Airplane parts supplier Woodward, Inc. (WWD -3.00%) stock took off on Thursday, topping out near a 16% gain in early trading before falling back to book a -- still respectable -- 8.8% gain as of 12:50 p.m. EST, after Bloomberg reported that Boeing (BA -2.25%) is in talks to buy the company.
According to Bloomberg, Boeing is looking to add Woodward, a maker of actuators and control systems for turbine engines, to its new Global Services division, and has already held "preliminary talks" about a buyout.

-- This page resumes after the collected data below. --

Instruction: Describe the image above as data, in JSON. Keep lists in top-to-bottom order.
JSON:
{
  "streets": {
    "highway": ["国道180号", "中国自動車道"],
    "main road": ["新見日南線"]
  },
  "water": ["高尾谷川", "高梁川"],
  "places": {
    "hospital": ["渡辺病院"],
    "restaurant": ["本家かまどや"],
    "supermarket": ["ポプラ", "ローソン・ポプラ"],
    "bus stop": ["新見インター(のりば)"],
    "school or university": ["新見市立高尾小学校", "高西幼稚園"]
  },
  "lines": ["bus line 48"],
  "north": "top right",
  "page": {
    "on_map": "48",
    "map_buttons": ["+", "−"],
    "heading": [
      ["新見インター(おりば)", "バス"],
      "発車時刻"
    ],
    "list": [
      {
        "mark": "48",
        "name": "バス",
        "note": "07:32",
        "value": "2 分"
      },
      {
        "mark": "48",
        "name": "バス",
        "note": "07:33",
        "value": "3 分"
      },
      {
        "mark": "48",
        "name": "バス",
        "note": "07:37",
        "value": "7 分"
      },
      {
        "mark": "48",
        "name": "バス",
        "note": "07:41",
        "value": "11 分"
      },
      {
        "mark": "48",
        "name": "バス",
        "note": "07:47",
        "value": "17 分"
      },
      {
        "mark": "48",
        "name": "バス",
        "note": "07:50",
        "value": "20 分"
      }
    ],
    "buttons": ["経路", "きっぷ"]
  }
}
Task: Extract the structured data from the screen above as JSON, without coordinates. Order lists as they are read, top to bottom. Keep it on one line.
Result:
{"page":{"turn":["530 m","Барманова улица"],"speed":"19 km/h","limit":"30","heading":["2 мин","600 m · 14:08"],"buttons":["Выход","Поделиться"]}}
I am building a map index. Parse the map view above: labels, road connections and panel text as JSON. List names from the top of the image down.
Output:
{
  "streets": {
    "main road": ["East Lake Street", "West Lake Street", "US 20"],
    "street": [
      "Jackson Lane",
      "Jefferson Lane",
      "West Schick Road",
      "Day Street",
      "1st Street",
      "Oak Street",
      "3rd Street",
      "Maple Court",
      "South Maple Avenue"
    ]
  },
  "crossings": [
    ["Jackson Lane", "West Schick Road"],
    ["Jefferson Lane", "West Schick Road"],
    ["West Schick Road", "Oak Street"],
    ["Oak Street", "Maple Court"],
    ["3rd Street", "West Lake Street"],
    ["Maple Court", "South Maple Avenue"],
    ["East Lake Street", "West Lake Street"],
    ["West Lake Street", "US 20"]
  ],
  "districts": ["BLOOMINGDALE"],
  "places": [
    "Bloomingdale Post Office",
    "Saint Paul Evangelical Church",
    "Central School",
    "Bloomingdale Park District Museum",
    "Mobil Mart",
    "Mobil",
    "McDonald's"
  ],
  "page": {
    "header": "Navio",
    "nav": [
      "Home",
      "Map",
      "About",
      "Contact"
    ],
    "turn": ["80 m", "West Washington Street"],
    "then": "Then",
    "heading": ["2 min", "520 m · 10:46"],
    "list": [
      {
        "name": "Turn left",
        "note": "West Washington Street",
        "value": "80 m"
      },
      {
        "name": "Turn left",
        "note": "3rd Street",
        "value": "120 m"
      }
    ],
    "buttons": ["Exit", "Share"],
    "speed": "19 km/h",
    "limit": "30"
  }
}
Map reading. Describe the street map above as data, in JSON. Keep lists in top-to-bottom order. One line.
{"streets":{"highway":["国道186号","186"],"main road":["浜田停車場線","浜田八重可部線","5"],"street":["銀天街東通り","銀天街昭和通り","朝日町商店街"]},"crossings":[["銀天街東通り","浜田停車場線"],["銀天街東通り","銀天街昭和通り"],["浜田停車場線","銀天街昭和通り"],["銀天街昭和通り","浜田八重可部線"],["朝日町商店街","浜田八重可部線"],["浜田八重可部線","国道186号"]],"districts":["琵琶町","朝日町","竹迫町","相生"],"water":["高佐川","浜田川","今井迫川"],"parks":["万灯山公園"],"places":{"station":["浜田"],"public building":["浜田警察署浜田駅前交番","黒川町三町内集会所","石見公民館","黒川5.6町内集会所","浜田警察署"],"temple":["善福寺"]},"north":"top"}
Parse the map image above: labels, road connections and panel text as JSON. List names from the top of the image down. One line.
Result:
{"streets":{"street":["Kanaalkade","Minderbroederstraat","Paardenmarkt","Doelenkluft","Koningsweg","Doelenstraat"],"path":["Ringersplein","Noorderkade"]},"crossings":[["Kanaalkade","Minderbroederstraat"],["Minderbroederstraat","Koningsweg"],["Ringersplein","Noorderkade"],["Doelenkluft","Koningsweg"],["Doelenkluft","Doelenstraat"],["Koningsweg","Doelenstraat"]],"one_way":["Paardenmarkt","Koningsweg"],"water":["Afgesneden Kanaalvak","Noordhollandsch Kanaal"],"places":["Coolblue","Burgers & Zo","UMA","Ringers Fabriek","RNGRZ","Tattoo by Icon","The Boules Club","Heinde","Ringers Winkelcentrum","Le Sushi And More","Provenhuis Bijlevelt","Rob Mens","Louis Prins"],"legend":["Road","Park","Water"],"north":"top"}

That sounds propitious, but Bloomberg also points out that Woodward stock is valued in excess of $5 billion. At nearly 31 times earnings, and 2.4 times trailing sales, Woodward stock is not exactly cheap. With that in mind, Bloomberg noted that despite going on for "months," there is no deal imminent, "nor is there any guarantee Boeing would reach a final agreement with Woodward."
That being said, a deal could still happen. While pricier than Boeing on both a P/E and a P/S basis, Woodward boasts stronger operating profit margins than Boeing -- 12.4% to Boeing's 10.8%. Both companies are expected to grow at similar rates -- better than 15% each over the next five years. These factors could make the company look attractive to Boeing, which is reversing a decades-long trend toward outsourcing work, and moving to add more vertical integration of parts-makers to its business.
Investors still need to be cautious, in case a deal is not in the offing. Taken on its own, Woodward stock at 31 times earnings seems expensive relative to the stock's 15% growth rate and meager 0.7% dividend yield. Unless you would be perfectly happy owning a stock with those numbers, it's probably better not to bet on Boeing buying Woodward first.